Stored data entries

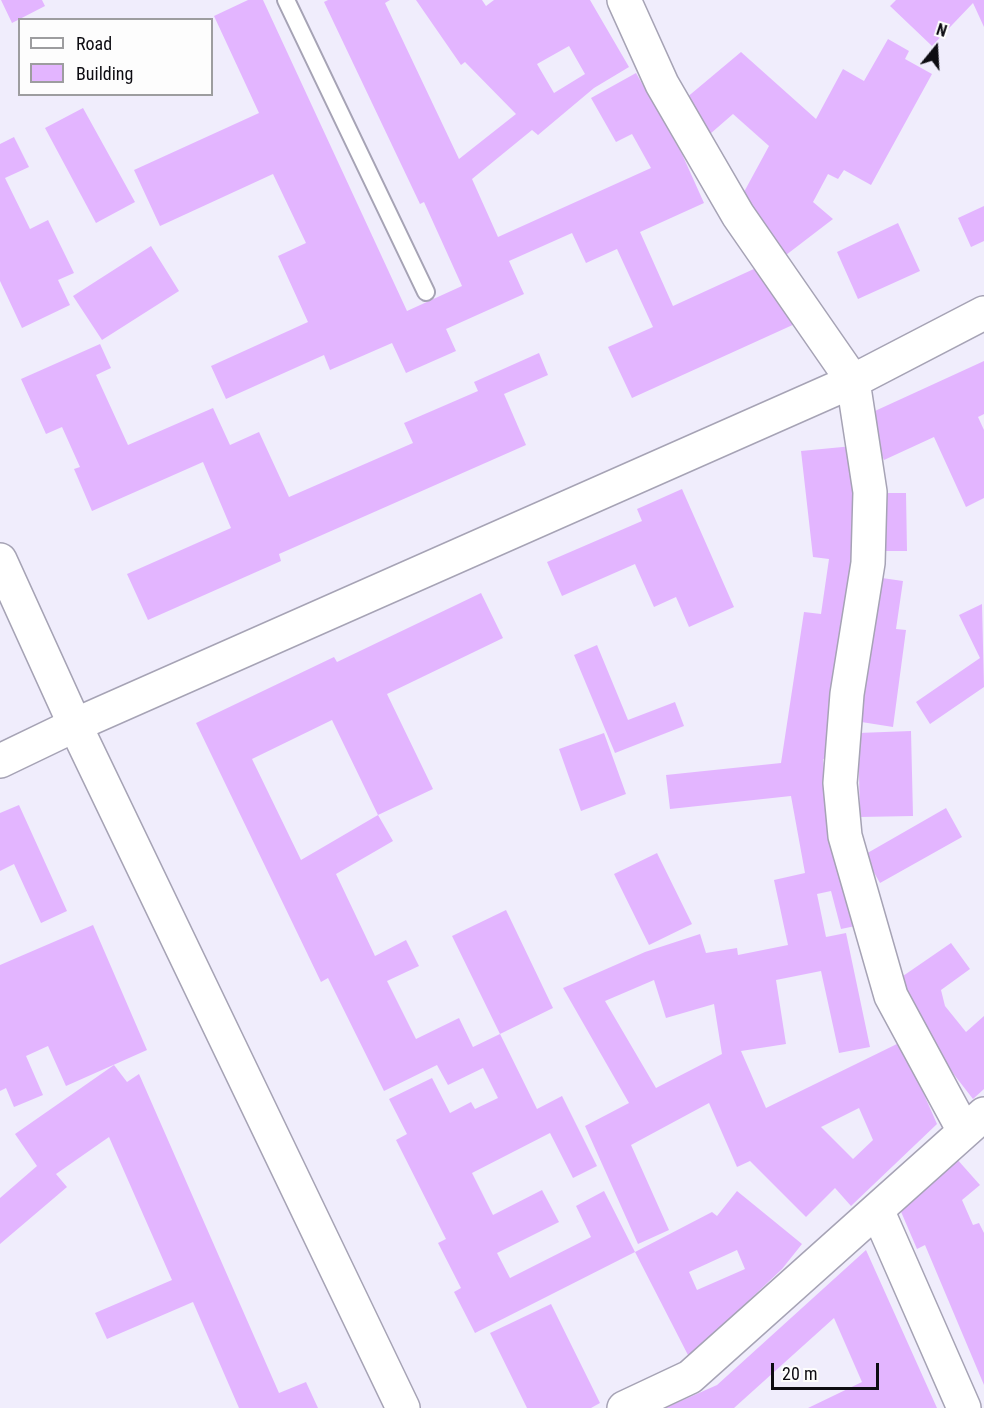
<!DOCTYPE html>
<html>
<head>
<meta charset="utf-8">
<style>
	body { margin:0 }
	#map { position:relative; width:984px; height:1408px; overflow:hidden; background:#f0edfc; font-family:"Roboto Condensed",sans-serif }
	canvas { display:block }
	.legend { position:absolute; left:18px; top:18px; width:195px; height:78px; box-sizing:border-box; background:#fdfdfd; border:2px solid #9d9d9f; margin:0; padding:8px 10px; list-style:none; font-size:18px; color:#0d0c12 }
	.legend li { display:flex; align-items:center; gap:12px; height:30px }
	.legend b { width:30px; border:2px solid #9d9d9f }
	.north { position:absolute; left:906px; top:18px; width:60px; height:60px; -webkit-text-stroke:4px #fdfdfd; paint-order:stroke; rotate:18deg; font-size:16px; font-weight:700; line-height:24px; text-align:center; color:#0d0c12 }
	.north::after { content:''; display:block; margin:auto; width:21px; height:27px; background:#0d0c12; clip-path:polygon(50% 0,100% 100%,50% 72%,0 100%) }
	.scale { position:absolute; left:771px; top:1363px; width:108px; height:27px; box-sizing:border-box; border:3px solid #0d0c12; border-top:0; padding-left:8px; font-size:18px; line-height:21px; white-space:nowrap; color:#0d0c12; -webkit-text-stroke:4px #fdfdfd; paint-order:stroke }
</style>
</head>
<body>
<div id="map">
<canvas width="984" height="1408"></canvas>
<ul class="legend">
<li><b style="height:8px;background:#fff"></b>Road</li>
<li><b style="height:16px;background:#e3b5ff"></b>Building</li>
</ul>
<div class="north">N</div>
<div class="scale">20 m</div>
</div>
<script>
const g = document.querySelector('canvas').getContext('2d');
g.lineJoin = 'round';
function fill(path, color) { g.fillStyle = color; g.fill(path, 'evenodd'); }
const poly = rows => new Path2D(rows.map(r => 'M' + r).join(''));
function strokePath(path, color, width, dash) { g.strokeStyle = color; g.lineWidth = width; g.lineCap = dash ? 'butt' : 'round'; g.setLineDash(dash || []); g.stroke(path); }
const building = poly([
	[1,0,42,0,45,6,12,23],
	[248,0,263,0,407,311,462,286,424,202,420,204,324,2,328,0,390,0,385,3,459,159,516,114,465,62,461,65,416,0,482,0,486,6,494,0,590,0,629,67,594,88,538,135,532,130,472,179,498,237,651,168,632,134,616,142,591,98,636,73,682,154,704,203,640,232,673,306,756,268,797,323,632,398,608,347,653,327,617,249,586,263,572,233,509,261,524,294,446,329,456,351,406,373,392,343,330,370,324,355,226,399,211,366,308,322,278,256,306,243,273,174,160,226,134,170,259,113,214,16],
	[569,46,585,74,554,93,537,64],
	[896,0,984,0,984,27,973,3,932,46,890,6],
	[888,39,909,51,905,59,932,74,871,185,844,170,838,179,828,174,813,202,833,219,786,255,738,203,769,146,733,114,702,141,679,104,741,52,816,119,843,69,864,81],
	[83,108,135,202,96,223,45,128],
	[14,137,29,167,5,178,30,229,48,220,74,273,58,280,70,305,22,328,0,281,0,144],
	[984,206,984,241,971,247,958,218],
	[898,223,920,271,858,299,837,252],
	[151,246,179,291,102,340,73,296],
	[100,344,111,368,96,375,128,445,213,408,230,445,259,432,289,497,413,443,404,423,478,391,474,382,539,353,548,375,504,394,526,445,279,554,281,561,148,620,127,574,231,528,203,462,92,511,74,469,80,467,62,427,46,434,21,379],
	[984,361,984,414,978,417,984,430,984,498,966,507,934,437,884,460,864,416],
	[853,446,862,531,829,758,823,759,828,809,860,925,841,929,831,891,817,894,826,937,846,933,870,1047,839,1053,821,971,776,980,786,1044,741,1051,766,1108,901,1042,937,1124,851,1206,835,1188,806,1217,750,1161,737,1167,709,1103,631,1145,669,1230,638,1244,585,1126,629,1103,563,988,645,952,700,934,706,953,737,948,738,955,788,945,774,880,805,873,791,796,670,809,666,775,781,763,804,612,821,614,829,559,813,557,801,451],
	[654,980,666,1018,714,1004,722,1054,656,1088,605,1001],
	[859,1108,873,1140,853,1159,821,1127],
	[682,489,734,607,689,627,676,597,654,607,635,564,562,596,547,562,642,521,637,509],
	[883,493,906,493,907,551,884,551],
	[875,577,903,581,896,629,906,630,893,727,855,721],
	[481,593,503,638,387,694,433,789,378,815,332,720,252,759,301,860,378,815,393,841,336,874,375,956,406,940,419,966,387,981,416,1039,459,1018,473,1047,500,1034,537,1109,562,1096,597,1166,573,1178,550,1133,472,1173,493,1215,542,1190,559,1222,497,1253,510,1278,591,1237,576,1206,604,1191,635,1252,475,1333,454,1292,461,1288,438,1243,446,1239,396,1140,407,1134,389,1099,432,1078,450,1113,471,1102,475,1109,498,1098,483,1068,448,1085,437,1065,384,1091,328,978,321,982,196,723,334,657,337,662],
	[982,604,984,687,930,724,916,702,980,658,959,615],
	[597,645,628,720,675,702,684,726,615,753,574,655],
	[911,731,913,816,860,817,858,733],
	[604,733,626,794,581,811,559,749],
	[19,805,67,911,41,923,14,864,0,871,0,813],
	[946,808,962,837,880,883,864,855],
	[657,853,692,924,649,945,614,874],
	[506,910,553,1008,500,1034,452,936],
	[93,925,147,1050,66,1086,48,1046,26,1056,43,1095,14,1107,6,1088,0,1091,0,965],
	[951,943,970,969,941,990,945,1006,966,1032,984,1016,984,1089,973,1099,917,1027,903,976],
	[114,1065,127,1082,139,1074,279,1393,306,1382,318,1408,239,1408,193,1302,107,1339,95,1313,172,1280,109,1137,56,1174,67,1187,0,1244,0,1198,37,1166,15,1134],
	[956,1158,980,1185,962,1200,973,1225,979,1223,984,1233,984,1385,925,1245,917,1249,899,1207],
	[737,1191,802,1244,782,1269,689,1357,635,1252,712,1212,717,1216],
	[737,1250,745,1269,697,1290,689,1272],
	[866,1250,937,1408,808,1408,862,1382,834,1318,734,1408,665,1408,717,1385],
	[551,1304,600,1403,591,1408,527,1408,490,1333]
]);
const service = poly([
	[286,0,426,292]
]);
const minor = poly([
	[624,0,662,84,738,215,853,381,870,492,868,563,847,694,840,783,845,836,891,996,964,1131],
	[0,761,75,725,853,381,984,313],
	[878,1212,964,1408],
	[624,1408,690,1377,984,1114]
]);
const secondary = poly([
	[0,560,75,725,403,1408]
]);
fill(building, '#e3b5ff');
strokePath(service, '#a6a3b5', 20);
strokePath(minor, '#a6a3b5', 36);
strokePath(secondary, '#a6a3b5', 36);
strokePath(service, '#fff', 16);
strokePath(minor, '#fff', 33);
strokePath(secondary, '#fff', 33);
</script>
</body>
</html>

...

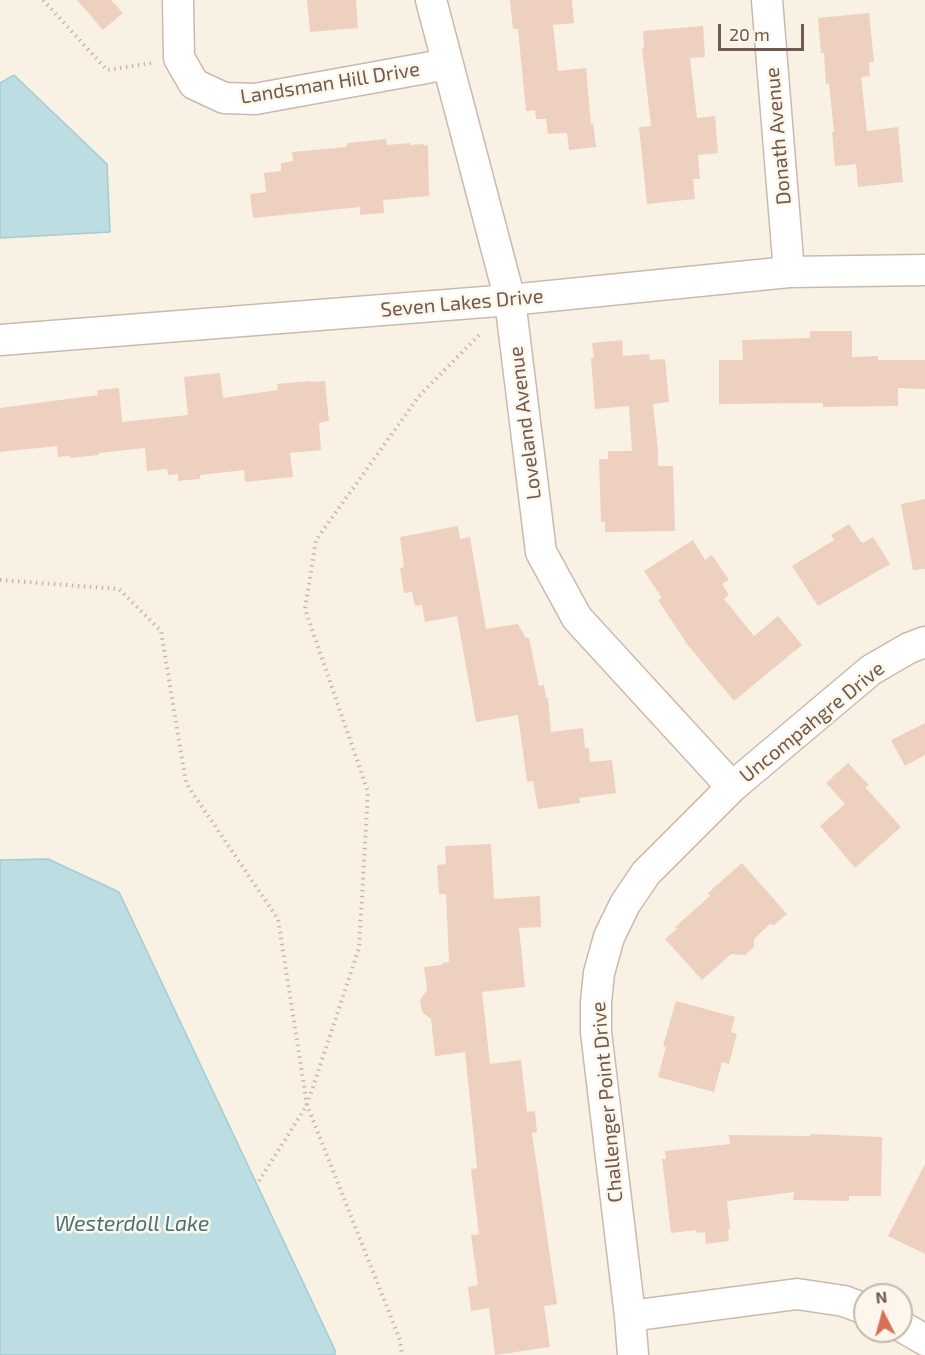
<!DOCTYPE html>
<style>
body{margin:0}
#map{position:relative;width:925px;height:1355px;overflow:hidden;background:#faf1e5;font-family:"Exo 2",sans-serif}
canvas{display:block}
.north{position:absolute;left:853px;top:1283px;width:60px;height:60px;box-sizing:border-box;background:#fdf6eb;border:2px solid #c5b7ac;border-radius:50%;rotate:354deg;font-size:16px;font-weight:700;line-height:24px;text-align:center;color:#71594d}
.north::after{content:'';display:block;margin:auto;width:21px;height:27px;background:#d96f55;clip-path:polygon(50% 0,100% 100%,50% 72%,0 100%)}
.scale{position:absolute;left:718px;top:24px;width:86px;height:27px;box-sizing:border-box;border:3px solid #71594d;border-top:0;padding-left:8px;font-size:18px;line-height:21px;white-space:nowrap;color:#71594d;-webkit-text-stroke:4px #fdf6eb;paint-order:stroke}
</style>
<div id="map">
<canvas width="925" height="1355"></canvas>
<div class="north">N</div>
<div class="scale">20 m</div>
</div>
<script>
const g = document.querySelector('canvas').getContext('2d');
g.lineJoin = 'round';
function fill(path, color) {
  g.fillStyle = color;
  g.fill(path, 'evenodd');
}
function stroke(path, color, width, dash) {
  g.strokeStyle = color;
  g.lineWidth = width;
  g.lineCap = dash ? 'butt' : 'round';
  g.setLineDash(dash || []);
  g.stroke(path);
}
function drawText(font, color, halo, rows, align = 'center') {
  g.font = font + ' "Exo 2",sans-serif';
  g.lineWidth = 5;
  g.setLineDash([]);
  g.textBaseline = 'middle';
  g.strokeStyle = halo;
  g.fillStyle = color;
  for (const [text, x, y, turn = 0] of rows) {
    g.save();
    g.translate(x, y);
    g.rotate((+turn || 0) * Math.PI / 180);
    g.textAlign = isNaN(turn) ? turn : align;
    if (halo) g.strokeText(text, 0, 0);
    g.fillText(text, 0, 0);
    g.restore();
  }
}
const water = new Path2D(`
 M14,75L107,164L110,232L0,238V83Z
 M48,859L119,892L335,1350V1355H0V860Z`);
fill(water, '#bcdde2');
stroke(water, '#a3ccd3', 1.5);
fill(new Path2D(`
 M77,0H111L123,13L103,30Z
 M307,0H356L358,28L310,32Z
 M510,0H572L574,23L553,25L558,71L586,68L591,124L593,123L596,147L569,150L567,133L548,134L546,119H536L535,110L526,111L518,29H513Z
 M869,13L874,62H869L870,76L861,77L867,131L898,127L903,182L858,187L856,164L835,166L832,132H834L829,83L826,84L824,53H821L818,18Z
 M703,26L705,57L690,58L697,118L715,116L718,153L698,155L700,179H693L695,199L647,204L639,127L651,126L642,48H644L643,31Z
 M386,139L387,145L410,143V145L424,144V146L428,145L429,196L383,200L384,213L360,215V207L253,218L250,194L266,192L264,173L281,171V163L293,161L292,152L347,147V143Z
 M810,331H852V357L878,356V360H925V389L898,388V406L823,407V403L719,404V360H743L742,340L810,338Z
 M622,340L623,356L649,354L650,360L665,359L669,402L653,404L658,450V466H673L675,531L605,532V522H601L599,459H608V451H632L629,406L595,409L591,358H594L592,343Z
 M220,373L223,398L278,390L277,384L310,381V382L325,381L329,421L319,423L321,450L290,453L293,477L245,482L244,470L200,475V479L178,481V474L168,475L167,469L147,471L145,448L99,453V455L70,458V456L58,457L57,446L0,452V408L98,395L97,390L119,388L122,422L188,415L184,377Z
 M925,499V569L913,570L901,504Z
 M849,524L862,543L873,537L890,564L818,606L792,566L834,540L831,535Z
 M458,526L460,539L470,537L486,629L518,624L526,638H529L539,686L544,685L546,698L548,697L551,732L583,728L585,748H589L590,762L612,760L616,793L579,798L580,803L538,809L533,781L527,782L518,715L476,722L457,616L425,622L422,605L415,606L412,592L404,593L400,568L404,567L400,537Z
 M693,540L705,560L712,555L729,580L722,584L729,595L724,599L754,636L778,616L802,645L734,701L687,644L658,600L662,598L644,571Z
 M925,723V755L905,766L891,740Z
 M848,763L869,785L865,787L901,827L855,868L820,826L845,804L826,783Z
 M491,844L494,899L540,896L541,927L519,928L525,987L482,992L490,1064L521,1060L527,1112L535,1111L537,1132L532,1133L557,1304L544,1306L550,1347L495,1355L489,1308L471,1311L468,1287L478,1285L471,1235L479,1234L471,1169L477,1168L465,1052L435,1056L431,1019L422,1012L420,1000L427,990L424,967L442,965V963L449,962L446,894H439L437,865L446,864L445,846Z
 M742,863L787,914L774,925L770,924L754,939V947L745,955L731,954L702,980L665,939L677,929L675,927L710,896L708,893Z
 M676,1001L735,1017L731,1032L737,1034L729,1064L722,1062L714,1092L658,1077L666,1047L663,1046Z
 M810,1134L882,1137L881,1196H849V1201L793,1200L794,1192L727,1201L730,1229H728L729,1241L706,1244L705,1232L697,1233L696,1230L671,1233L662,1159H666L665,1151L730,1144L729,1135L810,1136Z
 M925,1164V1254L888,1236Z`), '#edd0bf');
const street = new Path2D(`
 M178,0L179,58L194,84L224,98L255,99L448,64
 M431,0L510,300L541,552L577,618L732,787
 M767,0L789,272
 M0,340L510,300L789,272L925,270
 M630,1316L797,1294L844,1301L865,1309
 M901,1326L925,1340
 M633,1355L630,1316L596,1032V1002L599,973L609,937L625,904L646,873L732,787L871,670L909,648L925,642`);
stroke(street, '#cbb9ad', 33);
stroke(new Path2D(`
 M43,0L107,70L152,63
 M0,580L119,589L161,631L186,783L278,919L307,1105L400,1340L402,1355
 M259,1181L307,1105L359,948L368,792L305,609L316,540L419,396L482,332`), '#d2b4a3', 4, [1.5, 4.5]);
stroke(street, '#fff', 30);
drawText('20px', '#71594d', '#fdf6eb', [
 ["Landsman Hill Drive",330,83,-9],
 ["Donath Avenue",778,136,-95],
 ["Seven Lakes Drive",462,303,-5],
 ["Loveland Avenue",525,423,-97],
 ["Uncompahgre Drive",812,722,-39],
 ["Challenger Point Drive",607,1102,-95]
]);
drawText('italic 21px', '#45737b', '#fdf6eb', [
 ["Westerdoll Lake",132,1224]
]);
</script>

# YOUR OBJECTIVE
With "halo" as the search string, filter the records and return each line that has it.

# YOUR SOLUTION
function drawText(font, color, halo, rows, align = 'center') {
  g.strokeStyle = halo;
    if (halo) g.strokeText(text, 0, 0);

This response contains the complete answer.